Data under study section start

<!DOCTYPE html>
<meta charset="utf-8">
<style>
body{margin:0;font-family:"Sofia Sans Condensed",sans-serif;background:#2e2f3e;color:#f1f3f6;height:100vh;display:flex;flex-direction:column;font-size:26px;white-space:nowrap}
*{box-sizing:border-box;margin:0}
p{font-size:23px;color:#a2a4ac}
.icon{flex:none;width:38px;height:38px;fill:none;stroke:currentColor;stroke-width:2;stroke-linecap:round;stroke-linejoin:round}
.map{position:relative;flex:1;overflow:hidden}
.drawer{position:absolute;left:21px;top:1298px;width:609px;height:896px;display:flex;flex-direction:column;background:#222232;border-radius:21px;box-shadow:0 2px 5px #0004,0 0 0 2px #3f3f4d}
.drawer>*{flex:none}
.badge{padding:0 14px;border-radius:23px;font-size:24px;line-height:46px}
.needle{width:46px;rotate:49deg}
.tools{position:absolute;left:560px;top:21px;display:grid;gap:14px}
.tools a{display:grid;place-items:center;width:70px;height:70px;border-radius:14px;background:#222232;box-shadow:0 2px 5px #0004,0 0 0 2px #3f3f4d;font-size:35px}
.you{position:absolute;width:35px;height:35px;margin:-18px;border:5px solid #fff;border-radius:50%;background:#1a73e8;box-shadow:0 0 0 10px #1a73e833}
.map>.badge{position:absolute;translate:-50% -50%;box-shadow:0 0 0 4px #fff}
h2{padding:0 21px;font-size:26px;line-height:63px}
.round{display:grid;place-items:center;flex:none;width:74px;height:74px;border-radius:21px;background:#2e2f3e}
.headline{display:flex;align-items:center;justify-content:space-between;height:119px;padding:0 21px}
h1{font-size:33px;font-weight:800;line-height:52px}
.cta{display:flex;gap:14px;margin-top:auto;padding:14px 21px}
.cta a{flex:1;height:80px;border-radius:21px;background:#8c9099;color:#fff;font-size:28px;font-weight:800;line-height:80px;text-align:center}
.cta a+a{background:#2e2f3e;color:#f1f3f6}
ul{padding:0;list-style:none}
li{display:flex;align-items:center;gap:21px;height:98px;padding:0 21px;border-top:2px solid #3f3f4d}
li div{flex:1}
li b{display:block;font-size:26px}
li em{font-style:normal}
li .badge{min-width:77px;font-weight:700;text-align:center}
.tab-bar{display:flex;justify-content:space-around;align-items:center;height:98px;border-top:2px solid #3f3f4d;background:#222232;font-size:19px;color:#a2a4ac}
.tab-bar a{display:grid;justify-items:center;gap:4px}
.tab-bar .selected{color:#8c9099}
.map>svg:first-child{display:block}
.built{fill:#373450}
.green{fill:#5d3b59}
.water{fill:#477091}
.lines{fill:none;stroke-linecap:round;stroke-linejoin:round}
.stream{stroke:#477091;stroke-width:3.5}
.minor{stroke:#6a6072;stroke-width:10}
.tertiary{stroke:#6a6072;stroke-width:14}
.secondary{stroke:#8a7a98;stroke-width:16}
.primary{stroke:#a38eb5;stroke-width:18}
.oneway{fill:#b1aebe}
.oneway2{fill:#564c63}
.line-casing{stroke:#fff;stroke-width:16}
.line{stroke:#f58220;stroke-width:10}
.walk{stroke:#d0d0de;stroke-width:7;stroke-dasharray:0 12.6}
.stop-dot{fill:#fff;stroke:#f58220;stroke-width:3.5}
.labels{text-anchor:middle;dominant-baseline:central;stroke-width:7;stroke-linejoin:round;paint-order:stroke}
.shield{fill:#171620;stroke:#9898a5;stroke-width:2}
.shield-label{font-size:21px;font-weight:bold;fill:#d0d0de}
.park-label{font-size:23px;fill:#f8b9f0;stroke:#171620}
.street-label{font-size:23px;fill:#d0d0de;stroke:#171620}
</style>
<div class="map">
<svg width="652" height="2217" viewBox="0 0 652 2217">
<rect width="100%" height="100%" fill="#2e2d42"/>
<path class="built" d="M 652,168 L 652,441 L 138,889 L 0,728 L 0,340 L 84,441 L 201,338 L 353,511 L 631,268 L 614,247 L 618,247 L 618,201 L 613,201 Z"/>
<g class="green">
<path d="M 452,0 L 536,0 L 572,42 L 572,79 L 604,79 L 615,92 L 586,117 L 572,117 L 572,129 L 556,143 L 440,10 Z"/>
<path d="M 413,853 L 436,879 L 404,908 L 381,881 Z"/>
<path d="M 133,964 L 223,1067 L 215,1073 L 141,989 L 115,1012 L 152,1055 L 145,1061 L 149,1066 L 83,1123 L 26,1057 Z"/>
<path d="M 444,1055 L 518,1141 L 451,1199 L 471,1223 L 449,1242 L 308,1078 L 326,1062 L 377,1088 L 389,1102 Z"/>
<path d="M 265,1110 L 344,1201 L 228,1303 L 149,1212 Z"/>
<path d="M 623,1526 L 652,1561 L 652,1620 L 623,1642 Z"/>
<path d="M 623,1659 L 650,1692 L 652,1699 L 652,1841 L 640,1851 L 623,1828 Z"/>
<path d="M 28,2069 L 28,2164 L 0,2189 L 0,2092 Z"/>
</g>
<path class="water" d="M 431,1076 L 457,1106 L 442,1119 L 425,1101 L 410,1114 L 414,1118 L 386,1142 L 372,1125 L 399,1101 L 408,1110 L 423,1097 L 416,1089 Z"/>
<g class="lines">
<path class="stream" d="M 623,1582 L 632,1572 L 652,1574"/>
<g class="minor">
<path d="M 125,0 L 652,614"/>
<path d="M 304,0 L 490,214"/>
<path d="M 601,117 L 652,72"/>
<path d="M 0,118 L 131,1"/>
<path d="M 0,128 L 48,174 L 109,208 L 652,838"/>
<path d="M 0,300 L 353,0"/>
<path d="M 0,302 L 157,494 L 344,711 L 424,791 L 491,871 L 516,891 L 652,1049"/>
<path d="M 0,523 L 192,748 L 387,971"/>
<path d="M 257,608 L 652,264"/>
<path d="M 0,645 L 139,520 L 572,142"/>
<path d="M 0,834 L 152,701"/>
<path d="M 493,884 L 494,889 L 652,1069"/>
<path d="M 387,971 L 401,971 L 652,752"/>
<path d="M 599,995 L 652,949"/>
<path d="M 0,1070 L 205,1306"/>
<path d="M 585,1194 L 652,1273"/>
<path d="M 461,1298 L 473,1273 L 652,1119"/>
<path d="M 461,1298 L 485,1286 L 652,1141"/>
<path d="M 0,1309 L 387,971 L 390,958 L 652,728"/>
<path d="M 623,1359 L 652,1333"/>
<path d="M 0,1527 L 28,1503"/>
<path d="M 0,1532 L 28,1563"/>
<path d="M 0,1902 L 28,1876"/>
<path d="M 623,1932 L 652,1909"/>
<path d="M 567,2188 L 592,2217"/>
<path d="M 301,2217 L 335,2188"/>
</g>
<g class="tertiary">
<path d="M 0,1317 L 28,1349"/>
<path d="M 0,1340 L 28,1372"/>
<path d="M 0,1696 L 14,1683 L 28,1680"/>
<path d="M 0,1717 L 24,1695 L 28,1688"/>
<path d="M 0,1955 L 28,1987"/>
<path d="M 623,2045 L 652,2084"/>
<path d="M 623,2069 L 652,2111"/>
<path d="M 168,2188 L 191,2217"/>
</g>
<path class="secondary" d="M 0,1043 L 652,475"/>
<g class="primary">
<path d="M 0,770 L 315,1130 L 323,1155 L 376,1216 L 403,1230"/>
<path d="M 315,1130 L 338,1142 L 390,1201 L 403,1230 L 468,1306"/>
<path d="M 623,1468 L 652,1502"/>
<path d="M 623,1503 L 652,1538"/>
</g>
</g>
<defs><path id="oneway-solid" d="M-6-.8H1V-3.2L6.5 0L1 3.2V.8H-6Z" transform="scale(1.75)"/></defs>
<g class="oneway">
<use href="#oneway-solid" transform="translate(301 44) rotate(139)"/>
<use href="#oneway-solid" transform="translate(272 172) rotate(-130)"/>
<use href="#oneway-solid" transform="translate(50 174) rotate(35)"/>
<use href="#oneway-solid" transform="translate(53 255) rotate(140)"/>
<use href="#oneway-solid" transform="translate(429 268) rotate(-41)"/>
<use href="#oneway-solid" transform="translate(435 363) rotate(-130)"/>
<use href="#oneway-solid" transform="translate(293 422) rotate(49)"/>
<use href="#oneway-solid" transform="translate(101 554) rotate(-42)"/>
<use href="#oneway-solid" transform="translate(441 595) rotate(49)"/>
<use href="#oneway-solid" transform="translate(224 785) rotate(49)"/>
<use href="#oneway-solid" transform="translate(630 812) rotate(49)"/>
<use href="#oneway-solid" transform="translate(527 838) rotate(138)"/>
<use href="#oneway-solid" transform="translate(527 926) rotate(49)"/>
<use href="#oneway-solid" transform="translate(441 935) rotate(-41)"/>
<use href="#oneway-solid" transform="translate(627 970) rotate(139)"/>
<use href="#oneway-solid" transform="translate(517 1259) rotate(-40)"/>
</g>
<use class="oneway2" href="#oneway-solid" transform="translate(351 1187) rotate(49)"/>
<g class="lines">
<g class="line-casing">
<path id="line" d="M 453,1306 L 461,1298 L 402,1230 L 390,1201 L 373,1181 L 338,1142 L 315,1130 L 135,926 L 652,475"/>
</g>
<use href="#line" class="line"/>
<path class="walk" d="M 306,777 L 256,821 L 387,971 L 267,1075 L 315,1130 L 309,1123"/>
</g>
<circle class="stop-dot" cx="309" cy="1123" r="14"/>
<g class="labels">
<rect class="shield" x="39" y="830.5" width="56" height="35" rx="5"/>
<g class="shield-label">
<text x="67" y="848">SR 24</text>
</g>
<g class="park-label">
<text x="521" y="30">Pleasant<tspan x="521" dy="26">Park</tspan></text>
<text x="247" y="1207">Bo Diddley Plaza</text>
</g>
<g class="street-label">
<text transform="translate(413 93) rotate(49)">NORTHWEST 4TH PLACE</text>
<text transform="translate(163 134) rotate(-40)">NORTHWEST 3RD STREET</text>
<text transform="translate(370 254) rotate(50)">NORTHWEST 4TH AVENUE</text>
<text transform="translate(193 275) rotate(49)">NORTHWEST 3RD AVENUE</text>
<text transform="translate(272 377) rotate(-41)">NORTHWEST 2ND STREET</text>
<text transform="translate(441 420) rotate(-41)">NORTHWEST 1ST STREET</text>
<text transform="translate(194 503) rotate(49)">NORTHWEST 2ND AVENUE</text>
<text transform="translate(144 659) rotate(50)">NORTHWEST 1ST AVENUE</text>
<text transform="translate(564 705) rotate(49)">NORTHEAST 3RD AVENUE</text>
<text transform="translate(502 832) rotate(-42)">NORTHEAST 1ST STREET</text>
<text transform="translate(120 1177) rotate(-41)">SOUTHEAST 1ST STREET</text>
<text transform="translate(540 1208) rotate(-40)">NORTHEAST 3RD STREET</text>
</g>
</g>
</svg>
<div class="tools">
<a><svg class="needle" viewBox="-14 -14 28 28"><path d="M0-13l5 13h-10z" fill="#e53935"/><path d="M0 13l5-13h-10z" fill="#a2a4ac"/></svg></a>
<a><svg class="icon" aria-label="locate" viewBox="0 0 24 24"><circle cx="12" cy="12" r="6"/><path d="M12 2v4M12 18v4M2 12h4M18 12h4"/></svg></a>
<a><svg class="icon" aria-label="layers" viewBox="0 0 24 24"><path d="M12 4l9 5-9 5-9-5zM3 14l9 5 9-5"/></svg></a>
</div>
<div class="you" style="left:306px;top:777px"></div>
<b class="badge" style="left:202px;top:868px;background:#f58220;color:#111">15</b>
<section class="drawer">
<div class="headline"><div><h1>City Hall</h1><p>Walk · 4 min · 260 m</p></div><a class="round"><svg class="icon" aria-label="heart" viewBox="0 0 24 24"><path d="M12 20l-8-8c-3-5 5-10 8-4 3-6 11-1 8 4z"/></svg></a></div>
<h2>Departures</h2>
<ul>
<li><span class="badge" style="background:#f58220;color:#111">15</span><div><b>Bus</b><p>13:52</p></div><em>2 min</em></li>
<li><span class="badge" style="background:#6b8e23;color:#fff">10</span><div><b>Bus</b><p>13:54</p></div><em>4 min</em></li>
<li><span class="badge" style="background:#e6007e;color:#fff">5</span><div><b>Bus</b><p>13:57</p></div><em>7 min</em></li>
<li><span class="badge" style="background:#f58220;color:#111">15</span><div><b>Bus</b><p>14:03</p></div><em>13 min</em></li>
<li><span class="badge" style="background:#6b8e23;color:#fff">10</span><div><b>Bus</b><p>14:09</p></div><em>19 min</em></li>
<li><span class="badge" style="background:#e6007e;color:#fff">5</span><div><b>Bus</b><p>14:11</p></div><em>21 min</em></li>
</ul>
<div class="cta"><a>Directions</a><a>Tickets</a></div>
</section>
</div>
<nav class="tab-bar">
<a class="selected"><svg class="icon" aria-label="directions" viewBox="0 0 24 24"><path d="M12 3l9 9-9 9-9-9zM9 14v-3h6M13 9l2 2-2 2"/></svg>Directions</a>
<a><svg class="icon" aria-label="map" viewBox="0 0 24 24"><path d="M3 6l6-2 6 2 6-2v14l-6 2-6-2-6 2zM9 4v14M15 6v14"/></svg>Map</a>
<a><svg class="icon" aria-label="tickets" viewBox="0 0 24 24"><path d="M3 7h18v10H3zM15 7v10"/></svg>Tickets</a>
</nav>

Data under study section end

■ **The task**
Retype exactly the lines from the one containing "6 2 6-2v14l-6" through the last line of the records above, including both.

■ **Task solution**
<a><svg class="icon" aria-label="map" viewBox="0 0 24 24"><path d="M3 6l6-2 6 2 6-2v14l-6 2-6-2-6 2zM9 4v14M15 6v14"/></svg>Map</a>
<a><svg class="icon" aria-label="tickets" viewBox="0 0 24 24"><path d="M3 7h18v10H3zM15 7v10"/></svg>Tickets</a>
</nav>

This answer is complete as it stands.